You might now be beginning to understand why Richard McFarlane’s stage name was Hovis Presley. Hovis is a brand synonymous with the homely north; Presley of worldwide superstardom. It’s these incongruities and juxtapositions where Presley’s finds his humour. Take two of his other poems, ‘I wondered as lonely as an insurance salesman’ and ‘The winter of my quiet content.’ The first title is a play on Wordsworth’s ‘I wondered as lonely as a cloud’; the second Shakespeare’s Richard III’s ‘Now is the winter of our discontent.’ Now have a look at some of the lines and see the laughs you get when you cross English heritage sites with comic gunpowder. We’ll look at the lines on the salesman first:

hope is hibernating
optimism’s flying south
I wouldn’t know a gift house
If it kissed me in the mouth.

These are just a few lines from the poem, however here you find a mercurial mind at work.
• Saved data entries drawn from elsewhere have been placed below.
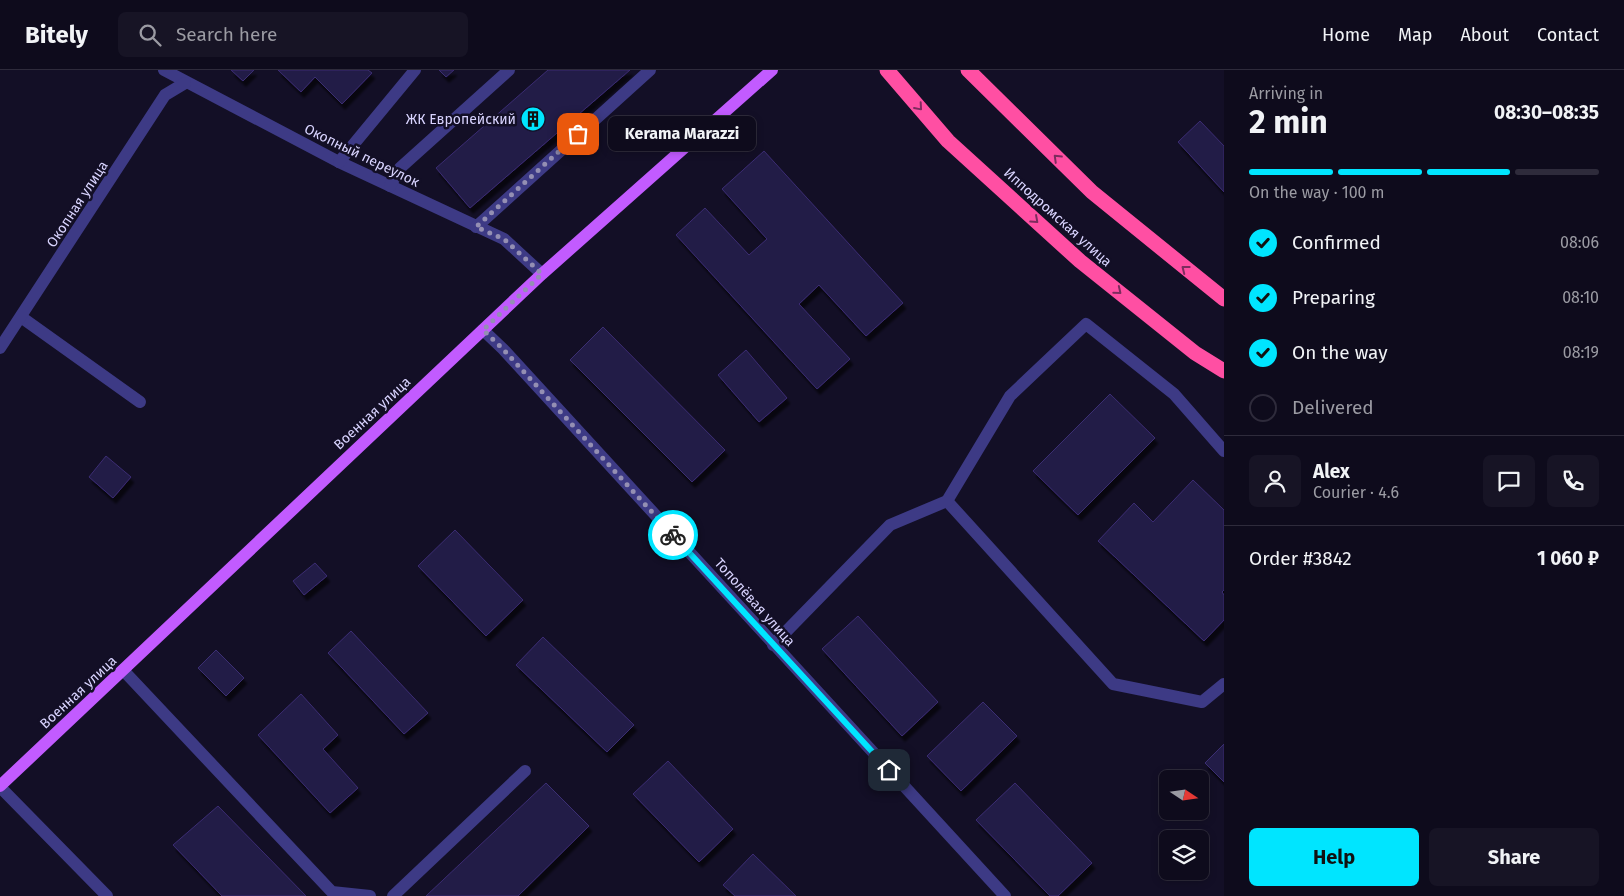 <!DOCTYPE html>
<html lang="en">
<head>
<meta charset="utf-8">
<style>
  body { margin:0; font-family:"Fira Sans",sans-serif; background:#171425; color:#f1f3f6; height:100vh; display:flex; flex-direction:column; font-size:19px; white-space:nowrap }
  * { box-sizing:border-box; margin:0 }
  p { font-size:16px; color:#9b9ba3 }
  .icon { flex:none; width:28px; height:28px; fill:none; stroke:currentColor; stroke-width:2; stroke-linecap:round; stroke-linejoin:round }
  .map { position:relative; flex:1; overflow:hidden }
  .details { display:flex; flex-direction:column; background:#0e0b1c; width:400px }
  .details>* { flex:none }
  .needle { width:32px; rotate:103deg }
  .controls { position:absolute; left:1159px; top:700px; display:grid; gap:10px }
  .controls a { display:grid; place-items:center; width:50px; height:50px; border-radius:8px; background:#0e0b1c; box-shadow:0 2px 8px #0003,0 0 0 1px #2e2b3b; font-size:25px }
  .pin { position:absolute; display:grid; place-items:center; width:42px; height:42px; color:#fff; margin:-21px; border-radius:10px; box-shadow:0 2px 8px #0006 }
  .courier { position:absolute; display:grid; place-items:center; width:50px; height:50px; margin:-25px; border:4px solid #00e5ff; border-radius:50%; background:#fff; color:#222; box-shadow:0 1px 6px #0007 }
  .bubble { position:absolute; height:35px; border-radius:8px; background:#0e0b1c; box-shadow:0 2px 8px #0003,0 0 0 1px #2e2b3b; font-size:16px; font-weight:700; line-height:35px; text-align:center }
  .headline em { font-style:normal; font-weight:700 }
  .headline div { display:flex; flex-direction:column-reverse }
  .headline { display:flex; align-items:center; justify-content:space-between; height:85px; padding:0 25px }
  h1 { font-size:32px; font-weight:700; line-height:38px }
  .bar { display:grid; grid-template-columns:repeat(4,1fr); gap:8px 5px; align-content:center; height:60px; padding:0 25px }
  .bar i { height:6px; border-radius:4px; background:#2e2b3b }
  .bar .on { background:#00e5ff }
  .bar p { grid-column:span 4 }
  .line { display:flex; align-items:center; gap:12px; padding:0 25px; border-top:1px solid #2e2b3b }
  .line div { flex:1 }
  .round { display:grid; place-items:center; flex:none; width:52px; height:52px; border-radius:8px; background:#171425 }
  ol { padding:0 25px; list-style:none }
  li { display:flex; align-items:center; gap:15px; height:55px }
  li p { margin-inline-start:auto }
  li .icon { padding:5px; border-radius:50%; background:#00e5ff; color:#111; stroke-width:4 }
  li:last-child { color:#9b9ba3 }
  li i { width:28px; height:28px; border:2px solid #2e2b3b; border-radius:50% }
  .primary-button { display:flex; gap:10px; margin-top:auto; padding:10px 25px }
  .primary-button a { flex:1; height:58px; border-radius:8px; background:#00e5ff; color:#111; font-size:20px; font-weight:700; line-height:58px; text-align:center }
  .primary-button a+a { background:#171425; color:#f1f3f6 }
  header { display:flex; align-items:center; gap:30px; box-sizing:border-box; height:70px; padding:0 25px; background:#0e0b1c; border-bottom:1px solid #2e2b3b }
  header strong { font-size:24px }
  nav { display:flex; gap:28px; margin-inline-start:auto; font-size:18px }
  .search { width:350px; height:45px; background:#171425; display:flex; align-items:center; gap:12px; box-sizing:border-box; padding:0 18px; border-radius:8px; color:#9b9ba3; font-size:19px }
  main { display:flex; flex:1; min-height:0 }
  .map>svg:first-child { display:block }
  .building { fill:#241b47; stroke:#3b2d73; filter:url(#shadow) }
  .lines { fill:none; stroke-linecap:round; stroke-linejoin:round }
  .minor { stroke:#3d3a85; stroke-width:12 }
  .major { stroke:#c25bff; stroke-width:12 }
  .highway { stroke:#ff4fa3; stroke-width:15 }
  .oneway { stroke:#7d2c5e }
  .done { stroke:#948fb3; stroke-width:5; stroke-dasharray:0 9 }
  .route { stroke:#00e5ff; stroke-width:6 }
  .labels { text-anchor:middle; stroke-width:5; stroke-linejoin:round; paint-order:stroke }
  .poi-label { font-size:14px; fill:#d9d4ff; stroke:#130f26; text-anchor:end }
  .street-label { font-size:14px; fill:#d9d4ff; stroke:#130f26 }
</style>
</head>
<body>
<header>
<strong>Bitely</strong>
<div class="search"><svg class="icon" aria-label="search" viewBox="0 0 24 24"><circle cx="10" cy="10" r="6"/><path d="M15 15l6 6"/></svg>Search here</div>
<nav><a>Home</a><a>Map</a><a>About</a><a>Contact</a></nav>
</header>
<main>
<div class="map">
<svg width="1224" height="826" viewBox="0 0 1224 826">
  <defs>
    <filter id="shadow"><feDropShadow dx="3" dy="5.5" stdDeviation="1" flood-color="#0009"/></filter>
  </defs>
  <rect width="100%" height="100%" fill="#130f26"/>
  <g class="building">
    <polygon points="231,0 254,0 243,11"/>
    <polygon points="278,0 368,0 372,3 342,34 315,7 301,22"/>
    <polygon points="439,0 454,0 446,7"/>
    <polygon points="548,0 630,0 470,138 436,98"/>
    <polygon points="1200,51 1224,76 1224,122 1178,72"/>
    <polygon points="764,81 903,233 866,266 819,215 799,234 850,289 817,319 676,165 705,138 749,185 767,169 722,119"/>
    <polygon points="603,257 725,380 692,412 570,290"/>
    <polygon points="746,280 787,328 759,352 718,305"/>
    <polygon points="1110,324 1155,368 1078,445 1033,401"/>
    <polygon points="106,386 131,407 113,428 89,407"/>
    <polygon points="1193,410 1224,440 1224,520 1222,522 1224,525 1224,550 1204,571 1098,471 1134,433 1153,452"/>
    <polygon points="455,460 523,530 486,566 418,496"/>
    <polygon points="315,493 327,506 304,525 293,511"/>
    <polygon points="858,546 938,632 902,666 822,579"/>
    <polygon points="351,561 428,643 404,664 328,583"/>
    <polygon points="543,567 634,655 607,682 516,595"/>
    <polygon points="216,580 244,608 226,626 198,598"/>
    <polygon points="301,624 338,665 323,679 358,718 330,743 258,665"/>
    <polygon points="983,632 1017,666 961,721 927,686"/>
    <polygon points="1224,674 1224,712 1205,693"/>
    <polygon points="668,691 733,759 699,792 633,724"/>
    <polygon points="546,713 589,756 518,826 426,826"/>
    <polygon points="1015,713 1092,793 1058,826 1050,826 976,750"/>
    <polygon points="218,736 306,826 222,826 173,775"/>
    <polygon points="753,784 796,826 735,826 723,815"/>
  </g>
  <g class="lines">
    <g class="minor">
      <polyline points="164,0 339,92 504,169 542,204"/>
      <polyline points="339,92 415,0"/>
      <polyline points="390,116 400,98 509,0"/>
      <polyline points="476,157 650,0"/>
      <polyline points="21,247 140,332"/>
      <polyline points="483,260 503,279 1005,826"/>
      <polyline points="0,278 165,25 185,13"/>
      <polyline points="947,431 1113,614 1202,632 1224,614"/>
      <polyline points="773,575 890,455 947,431 1010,326 1086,254 1174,324 1224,381"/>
      <polyline points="123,600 332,822 370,826"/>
      <polyline points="0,717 107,826"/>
      <polyline points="393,826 525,701"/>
    </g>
    <polyline class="major" points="0,716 542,204 772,0"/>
    <g class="highway">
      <polyline points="887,0 948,71 1080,191 1195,283 1224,301"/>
      <polyline points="968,0 1092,122 1224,229"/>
    </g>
  </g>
  <defs><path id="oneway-chevron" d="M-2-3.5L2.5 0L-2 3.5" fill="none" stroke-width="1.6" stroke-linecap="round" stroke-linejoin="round" transform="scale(1.25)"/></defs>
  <g class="oneway">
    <use href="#oneway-chevron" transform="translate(919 37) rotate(49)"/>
    <use href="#oneway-chevron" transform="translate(1057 88) rotate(-136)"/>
    <use href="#oneway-chevron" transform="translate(1035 150) rotate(42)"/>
    <use href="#oneway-chevron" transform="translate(1185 199) rotate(-142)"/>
    <use href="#oneway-chevron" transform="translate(1118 221) rotate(39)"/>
  </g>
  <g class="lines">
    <polyline class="done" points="578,64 476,157 504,169 542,204 483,260 503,279 673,465"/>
    <polyline class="route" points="673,465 889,700"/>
  </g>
  <defs>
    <symbol id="building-disc" viewBox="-11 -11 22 22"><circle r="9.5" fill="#00e5ff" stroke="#130f26"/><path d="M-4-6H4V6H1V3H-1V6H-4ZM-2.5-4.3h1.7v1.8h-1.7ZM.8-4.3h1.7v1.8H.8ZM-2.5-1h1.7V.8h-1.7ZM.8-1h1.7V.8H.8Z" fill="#111"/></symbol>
  </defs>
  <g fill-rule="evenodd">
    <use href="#building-disc" x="519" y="35" width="28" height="28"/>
  </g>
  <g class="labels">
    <g class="poi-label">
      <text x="516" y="54">ЖК Европейский</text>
    </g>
    <g class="street-label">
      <text transform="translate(362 85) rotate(26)" y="5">Окопный переулок</text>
      <text transform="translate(77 134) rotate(-57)" y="5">Окопная улица</text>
      <text transform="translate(1058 147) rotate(42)" y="5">Ипподромская улица</text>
      <text transform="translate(372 343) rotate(-43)" y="5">Военная улица</text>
      <text transform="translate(755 532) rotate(48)" y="5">Тополёвая улица</text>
      <text transform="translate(78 622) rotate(-43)" y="5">Военная улица</text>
    </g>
  </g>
</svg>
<div class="controls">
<a><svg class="needle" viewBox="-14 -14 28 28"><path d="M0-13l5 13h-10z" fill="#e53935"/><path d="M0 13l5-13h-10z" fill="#9b9ba3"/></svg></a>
<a><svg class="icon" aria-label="layers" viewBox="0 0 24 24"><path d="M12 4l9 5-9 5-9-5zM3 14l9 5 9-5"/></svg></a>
</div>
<div class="pin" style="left:578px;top:64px;background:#ea580c"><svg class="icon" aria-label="bag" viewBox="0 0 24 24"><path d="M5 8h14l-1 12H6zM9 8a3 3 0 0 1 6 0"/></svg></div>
<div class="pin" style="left:889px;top:700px;background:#1f2937"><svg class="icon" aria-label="home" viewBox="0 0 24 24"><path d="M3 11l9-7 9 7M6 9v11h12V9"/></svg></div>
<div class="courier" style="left:673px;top:465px"><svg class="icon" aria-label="bike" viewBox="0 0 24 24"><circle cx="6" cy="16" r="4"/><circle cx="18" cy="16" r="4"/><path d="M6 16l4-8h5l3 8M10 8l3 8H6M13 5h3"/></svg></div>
<div class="bubble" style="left:608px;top:46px;width:148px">Kerama Marazzi</div>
</div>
<section class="details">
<div class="headline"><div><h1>2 min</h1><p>Arriving in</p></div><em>08:30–08:35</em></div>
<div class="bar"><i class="on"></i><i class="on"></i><i class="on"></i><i></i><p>On the way · 100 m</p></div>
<ol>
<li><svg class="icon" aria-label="check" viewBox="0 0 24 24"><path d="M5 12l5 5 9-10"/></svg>Confirmed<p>08:06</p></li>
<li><svg class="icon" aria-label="check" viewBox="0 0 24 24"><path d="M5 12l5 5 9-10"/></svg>Preparing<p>08:10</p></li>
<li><svg class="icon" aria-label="check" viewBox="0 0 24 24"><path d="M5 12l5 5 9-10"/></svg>On the way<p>08:19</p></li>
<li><i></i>Delivered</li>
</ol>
<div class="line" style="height:90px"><a class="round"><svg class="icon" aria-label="person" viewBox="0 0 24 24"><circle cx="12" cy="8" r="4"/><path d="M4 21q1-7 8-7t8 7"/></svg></a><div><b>Alex</b><p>Courier · 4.6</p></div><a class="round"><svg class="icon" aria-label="chat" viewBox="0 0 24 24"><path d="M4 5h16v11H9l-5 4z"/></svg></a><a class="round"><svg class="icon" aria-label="phone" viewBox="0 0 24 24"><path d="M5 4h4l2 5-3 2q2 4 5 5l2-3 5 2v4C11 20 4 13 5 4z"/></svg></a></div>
<div class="line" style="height:65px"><div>Order #3842</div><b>1 060 ₽</b></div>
<div class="primary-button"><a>Help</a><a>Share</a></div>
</section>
</main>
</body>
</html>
Essentially, the poem is a comic rendering of Miller’s Death of a Salesman: a poor fellar surrendering his dignity to the money-god. The idiom ‘look a gift horse in the mouth’ is made all the more tragic by our speaker's inability to recognise it, even if it planted a smacker on him. The alliterative opening, metaphorical middle and Englishness ending reveal a master craftsman at play.

'The winter....’ is maybe my favourite. I’ll put the whole poem here for your enjoyment:

the bedroom’s cold
the blanket’s hot
the wind’s getting up
but I’m not
now is the winter of my quiet content.

Presley has subverted the high-stakes opening to Shakespeare’s play by ignoring its political machinations, setting it instead in the domestic home. Our speaker has bared his bottom to the sub-zero, won the battle with January’s frost, by finding a warm spot in his bed and forgetting the world outside. Again, look at the wind 'getting up’ – it’s this English phrase that allows him to literalise it in the forth line. At the end Presley plays vicar: his half-pun marrying high art and laughs in happy union.




If you smile at the title Poetic off Licence then you’ll love this book. So get down to ‘Flapjack Press,’ put some money behind the bar and have a jar of this northern male.